Amor e machismo na
carreira e na vida de Nelson Gonçalves
Com o relançamento,
amanhã, de 50 elepês, o cantor brasileiro estabelece um recorde que nem Sinatra
nem Elvis atingiram
Por Isa Cambará
RIO- Trata-se de um
recorde internacional: a partir de amanhã, com o relançamento de 50 de seus
discos, Nelson Gonçalves passa a ter 83 discos no catálogo de sua gravadora, a
RCA. Entre eles, 15 estavam fora de catálogo há muito tempo. Nem mesmo Frank
Sinatra nem Elvis Presley atingiram esse número, que parece natural ao cantor.
Ele garante que o “pacotão” alcançará a casa de um milhão em vendagem.

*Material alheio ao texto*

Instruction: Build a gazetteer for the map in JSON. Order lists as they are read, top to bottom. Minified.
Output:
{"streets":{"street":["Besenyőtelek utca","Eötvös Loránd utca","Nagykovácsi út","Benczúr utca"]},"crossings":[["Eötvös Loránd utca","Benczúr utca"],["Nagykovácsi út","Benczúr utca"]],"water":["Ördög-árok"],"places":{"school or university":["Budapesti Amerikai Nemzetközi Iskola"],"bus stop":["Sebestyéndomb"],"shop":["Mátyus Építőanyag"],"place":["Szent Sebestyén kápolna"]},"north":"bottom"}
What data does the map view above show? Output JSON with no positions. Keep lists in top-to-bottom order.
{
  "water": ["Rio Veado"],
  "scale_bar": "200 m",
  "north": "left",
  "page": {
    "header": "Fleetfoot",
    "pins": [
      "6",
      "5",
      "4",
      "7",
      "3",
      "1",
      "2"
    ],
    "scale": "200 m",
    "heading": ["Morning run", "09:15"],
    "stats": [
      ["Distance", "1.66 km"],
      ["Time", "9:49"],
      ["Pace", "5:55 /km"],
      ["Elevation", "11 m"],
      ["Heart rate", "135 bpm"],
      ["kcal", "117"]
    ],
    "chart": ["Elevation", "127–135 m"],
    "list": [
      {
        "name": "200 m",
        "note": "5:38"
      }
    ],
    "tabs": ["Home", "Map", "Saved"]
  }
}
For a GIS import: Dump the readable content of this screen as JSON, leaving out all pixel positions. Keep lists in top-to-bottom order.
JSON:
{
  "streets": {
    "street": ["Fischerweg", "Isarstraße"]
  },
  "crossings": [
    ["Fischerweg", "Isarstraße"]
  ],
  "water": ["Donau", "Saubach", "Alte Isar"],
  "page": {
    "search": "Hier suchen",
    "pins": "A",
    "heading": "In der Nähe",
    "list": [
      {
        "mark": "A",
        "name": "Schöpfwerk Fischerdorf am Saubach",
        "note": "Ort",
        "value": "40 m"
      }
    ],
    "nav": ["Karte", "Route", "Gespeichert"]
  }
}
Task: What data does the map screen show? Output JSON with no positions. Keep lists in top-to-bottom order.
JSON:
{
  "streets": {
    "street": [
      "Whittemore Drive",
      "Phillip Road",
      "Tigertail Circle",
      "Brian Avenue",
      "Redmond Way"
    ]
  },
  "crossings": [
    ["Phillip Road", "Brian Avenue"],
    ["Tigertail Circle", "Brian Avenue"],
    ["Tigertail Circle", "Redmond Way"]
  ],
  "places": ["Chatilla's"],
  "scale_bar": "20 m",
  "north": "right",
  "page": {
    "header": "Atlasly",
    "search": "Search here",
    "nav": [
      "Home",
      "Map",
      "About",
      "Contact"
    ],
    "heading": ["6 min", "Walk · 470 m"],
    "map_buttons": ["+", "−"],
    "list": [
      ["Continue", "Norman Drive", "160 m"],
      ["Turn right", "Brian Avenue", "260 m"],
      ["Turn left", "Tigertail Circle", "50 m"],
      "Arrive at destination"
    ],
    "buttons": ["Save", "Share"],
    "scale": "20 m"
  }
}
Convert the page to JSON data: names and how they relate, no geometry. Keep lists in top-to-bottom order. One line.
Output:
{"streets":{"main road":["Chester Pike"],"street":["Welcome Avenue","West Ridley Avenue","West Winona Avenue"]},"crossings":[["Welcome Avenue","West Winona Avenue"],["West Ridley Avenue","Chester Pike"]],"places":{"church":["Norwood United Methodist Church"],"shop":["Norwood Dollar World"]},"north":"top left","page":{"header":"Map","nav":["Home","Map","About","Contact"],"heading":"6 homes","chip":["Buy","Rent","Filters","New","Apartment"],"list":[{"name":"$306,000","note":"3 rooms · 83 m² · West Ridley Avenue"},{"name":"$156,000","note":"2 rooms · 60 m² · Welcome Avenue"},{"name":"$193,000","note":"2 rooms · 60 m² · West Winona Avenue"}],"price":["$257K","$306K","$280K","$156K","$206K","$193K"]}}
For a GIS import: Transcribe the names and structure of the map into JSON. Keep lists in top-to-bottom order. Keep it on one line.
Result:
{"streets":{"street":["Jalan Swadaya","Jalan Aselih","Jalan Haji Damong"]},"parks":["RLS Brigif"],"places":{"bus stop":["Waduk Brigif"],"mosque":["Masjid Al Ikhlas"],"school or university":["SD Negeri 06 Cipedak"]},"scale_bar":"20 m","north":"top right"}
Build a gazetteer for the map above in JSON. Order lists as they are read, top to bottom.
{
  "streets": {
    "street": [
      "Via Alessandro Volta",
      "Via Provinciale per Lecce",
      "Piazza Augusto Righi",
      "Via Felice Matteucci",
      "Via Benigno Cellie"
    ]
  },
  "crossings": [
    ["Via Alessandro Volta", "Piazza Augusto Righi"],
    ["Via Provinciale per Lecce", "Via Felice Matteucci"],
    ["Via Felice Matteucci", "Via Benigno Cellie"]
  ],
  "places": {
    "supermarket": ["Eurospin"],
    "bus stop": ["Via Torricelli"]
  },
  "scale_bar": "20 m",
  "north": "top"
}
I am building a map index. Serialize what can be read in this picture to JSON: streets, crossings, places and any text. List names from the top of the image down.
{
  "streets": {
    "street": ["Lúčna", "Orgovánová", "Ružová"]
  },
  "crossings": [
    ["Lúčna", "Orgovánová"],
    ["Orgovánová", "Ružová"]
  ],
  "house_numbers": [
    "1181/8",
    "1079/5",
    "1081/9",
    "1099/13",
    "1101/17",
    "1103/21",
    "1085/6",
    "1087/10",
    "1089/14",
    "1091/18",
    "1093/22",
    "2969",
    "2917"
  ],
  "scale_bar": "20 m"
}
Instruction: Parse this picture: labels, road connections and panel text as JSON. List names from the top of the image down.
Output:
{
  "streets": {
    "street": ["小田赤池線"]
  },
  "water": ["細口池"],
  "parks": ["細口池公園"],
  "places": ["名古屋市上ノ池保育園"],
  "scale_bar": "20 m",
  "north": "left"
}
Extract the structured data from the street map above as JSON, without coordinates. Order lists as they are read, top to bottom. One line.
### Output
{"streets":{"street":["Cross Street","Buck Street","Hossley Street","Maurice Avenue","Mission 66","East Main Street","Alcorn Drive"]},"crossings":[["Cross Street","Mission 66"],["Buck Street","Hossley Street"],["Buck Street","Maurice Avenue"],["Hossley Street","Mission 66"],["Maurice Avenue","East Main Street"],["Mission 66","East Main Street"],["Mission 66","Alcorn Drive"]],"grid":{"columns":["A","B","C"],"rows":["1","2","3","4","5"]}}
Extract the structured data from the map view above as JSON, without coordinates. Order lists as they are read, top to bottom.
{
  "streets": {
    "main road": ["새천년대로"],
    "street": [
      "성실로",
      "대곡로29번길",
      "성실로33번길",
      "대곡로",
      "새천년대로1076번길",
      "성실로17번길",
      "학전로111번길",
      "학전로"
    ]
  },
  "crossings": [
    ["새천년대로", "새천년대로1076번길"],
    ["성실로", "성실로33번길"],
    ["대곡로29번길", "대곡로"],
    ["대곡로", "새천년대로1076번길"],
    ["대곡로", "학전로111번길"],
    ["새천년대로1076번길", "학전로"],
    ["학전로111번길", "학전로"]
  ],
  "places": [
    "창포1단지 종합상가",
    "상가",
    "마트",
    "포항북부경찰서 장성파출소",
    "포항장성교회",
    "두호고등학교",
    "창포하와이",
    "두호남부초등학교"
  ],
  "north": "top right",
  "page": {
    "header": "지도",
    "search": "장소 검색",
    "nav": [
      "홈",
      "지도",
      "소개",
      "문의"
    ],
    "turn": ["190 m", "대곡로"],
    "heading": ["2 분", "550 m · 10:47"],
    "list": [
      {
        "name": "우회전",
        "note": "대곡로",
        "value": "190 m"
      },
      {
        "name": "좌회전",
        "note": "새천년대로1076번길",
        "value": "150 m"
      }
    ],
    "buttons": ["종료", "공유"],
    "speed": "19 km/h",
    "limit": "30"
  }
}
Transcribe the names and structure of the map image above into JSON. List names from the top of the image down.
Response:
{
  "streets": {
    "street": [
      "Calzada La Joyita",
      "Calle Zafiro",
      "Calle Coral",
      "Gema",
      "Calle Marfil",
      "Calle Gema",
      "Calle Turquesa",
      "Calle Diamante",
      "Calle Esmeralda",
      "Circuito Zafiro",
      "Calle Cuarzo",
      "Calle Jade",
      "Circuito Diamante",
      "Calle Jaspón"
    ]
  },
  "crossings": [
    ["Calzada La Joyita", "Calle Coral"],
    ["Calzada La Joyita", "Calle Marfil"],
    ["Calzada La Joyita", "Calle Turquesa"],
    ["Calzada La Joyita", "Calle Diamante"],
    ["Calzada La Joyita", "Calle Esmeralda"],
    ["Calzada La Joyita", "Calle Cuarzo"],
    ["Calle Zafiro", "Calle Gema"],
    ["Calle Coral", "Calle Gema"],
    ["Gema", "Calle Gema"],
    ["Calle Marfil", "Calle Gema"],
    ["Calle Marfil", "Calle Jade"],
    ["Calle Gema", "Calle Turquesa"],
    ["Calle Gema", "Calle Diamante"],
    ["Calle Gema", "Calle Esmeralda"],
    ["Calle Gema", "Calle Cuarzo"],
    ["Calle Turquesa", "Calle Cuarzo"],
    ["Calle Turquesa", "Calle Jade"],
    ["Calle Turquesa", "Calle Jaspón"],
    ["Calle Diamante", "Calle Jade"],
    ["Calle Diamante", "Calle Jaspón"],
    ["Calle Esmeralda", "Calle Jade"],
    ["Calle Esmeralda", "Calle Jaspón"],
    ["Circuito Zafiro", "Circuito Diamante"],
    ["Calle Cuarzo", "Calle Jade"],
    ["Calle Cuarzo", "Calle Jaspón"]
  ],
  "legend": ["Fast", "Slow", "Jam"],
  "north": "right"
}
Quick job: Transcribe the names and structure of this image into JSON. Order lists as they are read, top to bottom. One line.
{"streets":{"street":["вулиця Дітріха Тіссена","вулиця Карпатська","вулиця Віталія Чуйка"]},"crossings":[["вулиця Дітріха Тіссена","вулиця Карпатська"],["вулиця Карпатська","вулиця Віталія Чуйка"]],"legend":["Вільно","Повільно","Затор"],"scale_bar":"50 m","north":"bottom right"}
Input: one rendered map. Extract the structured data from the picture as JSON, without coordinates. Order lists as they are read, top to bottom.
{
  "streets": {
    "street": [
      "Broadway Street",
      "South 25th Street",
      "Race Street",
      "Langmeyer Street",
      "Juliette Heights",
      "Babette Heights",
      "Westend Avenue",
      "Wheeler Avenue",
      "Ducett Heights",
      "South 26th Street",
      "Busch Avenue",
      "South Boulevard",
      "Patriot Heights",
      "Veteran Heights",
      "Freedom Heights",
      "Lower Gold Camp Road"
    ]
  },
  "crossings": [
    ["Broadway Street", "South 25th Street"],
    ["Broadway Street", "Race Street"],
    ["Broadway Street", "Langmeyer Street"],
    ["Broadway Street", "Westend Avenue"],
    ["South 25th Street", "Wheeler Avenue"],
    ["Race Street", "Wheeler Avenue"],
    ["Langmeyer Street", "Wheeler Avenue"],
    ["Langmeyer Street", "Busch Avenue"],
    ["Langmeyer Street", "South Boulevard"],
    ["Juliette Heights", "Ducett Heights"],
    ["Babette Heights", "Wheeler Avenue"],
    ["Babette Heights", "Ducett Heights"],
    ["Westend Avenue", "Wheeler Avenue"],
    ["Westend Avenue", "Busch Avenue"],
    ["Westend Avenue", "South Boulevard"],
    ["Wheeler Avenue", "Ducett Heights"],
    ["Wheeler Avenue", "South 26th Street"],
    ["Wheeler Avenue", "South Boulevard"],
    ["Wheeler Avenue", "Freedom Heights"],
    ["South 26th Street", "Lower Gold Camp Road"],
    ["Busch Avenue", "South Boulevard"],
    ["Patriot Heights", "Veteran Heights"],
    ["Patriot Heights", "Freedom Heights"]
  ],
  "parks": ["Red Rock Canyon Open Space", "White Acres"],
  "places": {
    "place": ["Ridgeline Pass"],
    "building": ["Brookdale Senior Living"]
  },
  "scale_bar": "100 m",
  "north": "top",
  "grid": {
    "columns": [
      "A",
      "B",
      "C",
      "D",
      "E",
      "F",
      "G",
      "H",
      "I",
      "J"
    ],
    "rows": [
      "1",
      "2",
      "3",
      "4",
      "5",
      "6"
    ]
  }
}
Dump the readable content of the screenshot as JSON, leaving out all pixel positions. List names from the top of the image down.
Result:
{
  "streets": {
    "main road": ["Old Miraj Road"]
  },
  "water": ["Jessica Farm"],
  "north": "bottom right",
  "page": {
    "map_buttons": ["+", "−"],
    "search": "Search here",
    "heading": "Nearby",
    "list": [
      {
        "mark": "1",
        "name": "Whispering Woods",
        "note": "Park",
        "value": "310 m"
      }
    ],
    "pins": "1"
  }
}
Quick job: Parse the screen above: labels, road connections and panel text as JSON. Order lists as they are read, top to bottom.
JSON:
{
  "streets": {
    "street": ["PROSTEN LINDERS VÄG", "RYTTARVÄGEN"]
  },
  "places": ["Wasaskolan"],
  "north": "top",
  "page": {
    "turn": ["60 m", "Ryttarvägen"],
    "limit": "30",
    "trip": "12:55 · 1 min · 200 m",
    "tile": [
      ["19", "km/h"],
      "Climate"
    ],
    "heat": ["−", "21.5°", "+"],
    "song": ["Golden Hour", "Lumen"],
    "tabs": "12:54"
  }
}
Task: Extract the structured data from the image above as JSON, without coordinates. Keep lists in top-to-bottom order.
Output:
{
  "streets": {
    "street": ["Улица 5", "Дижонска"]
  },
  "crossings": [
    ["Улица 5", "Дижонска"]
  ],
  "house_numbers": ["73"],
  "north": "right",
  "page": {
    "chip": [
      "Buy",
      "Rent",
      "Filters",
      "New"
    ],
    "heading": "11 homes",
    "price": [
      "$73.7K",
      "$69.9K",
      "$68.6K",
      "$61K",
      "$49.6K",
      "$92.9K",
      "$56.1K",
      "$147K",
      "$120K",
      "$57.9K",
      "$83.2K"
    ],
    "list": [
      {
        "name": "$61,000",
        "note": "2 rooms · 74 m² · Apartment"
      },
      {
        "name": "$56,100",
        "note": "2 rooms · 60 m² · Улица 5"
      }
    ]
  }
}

Sabe que
seus fãs são fiéis – afinal, na sua agenda há apresentações marcadas até o fim
do ano – e não pensa muito em justificar essa preferência: “Ou eu sou muito bom
ou o povo é burro. Como conheço a sabedoria popular, prefiro acreditar na
primeira hipótese”.
Além de segura de si,
Nelson Gonçalves é precavido. Todos os meses, religiosamente, entra nos
estúdios da RCA e grava três ou quatro músicas, com o acompanhamento apenas de
um instrumento. Pode ser violão, contrabaixo ou piano. As fitas são guardadas
em sua casa numa estufa especial, com temperatura a 23 graus. Segundo as
previsões de Nelson, vão ser transformadas em discos, quando ele não puder mais
cantar.
“Veja bem, tenho dez
filhos, casa com piscina, muito conforto. A aposentadoria vai me garantir tudo
isso? Claro que não. Então, quando eu parar – ou pararem comigo – a gravadora
terá material para muitos discos, que garantirão minha sobrevivência da melhor
maneira possível”.
Como a formiga da lenda,
Nelson armazenou bastante e suas fitas dariam para lançar discos novos até o
século 21. A época de cigarra faz parte de um passado que ele prefere deixar
para trás. A realidade de hoje é a da “formiga”, que viaja praticamente todos
os fins de semana para fazer “shows” pelo Brasil. São apresentações sempre
muito concorridas, com casas lotadas e o público pedindo velhos sucessos. E o
pior é que Nelson nem sempre lembra das letras.
“E como poderia? Gravei
em discos exatamente 2.040 músicas, fora as que eu gravo para armazenar. Minha
memória não é das melhores. Então, chega um dia em que eu esqueço determinadas
letras. O jeito é transformar o público em ponto. Sempre tem alguém que fica
“assoprando” para mim. É a maior curtição, a gente se diverte”.
O público de Nelson
Gonçalves, em sua maioria, anda por volta dos 40, 50 anos. De uns tempos para
cá, os jovens o descobriram por causa da novela Cabocla, cujo tema-título foi
gravado por ele. Mas o sucesso maior é entre as mulheres “maduras” que, a seu
ver, gostam da sua imagem de macho. As feministas que o perdoem, mas Nelson é
machão mesmo, assumido. Com o maior prazer.
“Meu êxito está,
evidentemente, ligado à fama de macho. As mulheres, até hoje, dão em cima
mesmo. Parece que há falta de hormônio masculino na praça e eu nunca escondi
que gosto de ser machão. Na minha opinião, toda mulher gosta de ser domada, ser
segura pela orelha pelo amado. Elas querem que o homem seja seu patrão, seu
amo. Nenhuma mulher gosta de se sentir solta. Eu domino a minha. Não gosto de
roupa muito justa, grandes decotes. Esse negócio de peito de fora na praia é
bom para a mulher dos outros”.
Os homens também gostam
das atitudes machistas cantadas nas músicas de Nelson Gonçalves. Nos “shows”,
sempre são pedidas. Ele acha que não adiante dizer louvores ao “Planeta Água”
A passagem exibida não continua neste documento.